Collected data entries
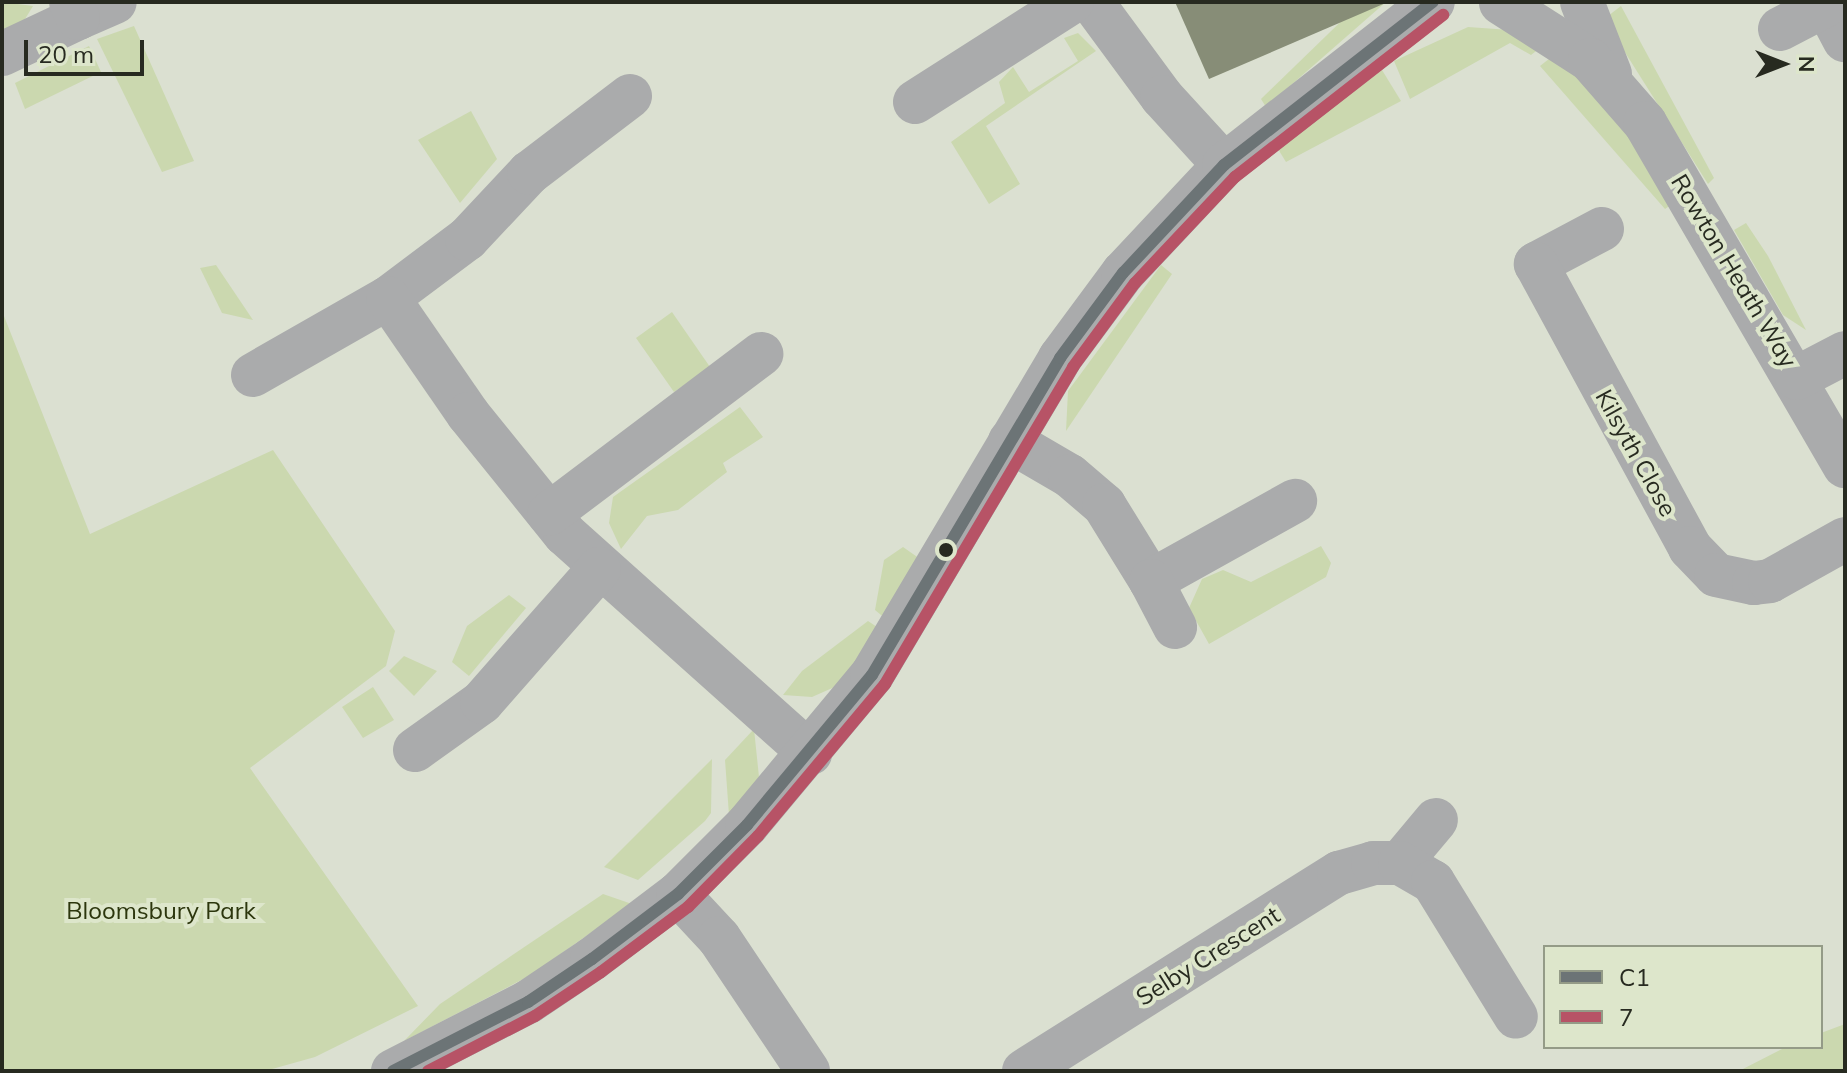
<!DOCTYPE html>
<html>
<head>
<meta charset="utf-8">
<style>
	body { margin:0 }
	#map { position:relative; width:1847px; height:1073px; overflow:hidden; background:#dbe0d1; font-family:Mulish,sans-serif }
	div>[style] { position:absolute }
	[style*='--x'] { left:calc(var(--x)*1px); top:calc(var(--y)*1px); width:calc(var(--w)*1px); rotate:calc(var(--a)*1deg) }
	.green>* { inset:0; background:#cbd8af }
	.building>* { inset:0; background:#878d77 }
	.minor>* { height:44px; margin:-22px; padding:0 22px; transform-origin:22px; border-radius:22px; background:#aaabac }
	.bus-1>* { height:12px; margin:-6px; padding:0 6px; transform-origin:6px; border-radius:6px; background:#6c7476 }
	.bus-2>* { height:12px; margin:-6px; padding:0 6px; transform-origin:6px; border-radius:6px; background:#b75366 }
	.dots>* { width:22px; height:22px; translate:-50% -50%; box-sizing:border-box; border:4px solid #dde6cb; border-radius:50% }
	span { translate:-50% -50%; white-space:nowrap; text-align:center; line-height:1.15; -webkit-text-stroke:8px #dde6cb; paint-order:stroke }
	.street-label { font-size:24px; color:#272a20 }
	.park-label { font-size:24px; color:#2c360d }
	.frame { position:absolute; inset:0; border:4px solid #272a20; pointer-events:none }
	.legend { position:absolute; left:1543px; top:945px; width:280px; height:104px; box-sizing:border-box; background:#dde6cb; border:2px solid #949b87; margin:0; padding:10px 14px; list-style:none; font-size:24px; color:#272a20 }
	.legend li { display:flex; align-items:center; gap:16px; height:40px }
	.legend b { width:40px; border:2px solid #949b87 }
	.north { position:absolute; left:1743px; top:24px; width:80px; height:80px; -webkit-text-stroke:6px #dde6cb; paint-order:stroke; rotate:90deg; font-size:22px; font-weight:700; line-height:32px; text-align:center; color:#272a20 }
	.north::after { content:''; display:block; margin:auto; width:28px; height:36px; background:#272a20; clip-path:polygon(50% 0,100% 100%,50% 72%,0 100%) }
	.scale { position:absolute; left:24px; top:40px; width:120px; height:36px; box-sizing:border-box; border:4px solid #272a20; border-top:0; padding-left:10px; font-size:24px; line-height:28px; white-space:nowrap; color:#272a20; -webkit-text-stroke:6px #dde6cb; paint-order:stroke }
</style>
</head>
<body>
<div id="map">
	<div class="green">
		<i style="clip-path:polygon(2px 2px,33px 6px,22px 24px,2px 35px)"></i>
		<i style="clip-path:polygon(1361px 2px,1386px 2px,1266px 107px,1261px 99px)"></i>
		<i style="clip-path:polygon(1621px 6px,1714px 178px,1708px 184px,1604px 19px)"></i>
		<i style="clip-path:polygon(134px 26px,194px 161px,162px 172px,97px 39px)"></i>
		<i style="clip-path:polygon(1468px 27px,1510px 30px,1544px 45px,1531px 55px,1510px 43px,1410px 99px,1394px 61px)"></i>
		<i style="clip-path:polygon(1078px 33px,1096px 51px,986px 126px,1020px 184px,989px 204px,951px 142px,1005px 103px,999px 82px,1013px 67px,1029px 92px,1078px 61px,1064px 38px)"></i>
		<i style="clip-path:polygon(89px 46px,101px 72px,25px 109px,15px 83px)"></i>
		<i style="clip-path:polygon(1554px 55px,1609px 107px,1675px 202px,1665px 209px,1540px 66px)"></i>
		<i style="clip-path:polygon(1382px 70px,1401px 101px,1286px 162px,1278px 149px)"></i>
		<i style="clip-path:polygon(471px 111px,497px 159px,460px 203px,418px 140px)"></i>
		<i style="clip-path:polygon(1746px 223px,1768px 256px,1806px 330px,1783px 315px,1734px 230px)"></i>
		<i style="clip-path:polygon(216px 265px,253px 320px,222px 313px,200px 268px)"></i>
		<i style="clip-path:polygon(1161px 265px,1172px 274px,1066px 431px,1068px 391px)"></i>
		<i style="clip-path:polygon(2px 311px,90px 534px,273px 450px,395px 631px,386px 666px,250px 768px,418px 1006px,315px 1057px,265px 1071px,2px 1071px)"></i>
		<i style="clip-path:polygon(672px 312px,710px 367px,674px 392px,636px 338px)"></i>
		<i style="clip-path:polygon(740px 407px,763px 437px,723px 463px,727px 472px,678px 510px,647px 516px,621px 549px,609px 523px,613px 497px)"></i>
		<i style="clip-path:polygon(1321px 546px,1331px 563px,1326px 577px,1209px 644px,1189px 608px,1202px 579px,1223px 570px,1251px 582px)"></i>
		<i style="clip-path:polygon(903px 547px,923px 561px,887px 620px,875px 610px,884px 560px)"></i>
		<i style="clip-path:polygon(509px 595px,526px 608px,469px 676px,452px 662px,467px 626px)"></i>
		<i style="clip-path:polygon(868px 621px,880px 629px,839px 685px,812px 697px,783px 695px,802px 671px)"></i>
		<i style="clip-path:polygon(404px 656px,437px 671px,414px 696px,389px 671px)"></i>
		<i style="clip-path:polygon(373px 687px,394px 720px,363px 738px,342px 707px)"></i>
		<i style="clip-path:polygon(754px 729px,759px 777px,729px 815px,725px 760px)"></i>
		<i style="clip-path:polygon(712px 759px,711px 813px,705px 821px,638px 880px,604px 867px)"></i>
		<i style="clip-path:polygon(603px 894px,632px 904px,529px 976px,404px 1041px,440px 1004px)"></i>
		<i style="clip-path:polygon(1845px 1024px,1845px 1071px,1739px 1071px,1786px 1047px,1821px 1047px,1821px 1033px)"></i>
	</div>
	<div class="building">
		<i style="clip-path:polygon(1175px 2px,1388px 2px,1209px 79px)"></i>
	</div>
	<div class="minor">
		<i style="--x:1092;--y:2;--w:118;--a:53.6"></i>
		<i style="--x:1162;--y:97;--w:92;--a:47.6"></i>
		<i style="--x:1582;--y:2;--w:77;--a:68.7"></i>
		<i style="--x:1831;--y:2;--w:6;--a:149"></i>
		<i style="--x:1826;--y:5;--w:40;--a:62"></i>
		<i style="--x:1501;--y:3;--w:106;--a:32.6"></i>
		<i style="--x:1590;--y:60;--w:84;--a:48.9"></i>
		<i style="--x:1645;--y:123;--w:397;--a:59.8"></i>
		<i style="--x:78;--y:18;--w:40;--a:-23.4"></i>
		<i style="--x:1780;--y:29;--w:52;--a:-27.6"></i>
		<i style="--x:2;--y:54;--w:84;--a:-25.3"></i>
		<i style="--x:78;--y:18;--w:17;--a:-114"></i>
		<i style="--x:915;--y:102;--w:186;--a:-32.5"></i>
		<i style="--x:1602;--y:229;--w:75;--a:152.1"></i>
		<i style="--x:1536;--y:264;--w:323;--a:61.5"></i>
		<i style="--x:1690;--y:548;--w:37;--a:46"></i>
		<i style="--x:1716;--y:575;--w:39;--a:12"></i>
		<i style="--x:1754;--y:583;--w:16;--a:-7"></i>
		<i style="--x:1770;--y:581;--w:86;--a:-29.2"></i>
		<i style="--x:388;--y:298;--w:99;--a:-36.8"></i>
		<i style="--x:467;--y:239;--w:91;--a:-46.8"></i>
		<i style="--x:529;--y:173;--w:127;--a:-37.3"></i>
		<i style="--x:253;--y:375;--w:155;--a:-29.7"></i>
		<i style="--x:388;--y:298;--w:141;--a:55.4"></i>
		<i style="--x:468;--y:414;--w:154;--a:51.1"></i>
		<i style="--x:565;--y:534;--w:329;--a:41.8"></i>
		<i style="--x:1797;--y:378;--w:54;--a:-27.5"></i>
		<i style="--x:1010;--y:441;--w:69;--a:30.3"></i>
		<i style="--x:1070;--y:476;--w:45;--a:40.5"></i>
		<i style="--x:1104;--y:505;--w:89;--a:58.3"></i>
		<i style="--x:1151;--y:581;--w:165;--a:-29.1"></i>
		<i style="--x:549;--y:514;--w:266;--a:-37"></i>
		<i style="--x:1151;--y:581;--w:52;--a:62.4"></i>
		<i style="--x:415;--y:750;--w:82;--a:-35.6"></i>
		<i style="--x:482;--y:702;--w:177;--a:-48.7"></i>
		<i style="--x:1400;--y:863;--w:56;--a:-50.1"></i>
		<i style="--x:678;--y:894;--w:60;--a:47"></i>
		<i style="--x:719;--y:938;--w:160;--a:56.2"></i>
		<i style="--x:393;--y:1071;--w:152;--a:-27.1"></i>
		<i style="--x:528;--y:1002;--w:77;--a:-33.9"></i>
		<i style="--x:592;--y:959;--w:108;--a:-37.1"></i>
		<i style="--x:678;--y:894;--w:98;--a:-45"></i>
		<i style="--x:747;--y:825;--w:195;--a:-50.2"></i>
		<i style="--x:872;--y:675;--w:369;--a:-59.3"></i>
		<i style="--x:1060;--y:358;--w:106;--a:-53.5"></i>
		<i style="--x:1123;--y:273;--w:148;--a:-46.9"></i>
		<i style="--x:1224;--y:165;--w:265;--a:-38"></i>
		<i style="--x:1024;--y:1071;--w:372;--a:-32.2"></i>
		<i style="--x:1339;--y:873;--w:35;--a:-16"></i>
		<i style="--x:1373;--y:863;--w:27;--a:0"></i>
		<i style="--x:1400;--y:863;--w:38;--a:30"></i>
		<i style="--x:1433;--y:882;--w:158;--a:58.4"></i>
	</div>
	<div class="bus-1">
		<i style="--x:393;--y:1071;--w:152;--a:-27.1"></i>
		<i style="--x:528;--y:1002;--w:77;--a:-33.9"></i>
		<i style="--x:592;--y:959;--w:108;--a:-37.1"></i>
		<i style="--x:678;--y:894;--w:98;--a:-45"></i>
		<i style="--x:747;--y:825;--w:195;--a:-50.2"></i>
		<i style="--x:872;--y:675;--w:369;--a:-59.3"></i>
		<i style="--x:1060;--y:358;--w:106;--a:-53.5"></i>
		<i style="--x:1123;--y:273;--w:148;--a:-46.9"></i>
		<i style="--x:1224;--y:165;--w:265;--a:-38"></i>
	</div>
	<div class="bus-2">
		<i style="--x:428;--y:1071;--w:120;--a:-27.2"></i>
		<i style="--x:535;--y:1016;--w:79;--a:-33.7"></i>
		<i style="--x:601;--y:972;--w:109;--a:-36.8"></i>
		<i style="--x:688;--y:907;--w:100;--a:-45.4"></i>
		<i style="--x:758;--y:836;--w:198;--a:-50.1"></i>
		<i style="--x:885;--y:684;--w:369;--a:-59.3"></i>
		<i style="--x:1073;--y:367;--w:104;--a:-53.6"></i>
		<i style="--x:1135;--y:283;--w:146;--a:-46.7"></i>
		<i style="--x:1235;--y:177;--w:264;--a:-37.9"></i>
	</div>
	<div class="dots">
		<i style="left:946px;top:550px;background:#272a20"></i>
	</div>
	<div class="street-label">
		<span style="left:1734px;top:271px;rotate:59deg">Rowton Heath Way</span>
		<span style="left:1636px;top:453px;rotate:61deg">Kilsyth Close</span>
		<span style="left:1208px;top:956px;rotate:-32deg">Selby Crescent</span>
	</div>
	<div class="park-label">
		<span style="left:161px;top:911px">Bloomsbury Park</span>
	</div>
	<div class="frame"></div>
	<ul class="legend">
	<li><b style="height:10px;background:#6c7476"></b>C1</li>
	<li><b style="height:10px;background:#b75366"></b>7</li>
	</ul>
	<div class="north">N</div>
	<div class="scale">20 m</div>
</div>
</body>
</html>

▶ **Task instructions**
From the first line through the line with "translate:-50% -50%; white-space:nowrap;", output those lines of the entries above exactly, and nothing else, with the pictures left out.

▶ **Exercise response**
<!DOCTYPE html>
<html>
<head>
<meta charset="utf-8">
<style>
	body { margin:0 }
	#map { position:relative; width:1847px; height:1073px; overflow:hidden; background:#dbe0d1; font-family:Mulish,sans-serif }
	div>[style] { position:absolute }
	[style*='--x'] { left:calc(var(--x)*1px); top:calc(var(--y)*1px); width:calc(var(--w)*1px); rotate:calc(var(--a)*1deg) }
	.green>* { inset:0; background:#cbd8af }
	.building>* { inset:0; background:#878d77 }
	.minor>* { height:44px; margin:-22px; padding:0 22px; transform-origin:22px; border-radius:22px; background:#aaabac }
	.bus-1>* { height:12px; margin:-6px; padding:0 6px; transform-origin:6px; border-radius:6px; background:#6c7476 }
	.bus-2>* { height:12px; margin:-6px; padding:0 6px; transform-origin:6px; border-radius:6px; background:#b75366 }
	.dots>* { width:22px; height:22px; translate:-50% -50%; box-sizing:border-box; border:4px solid #dde6cb; border-radius:50% }
	span { translate:-50% -50%; white-space:nowrap; text-align:center; line-height:1.15; -webkit-text-stroke:8px #dde6cb; paint-order:stroke }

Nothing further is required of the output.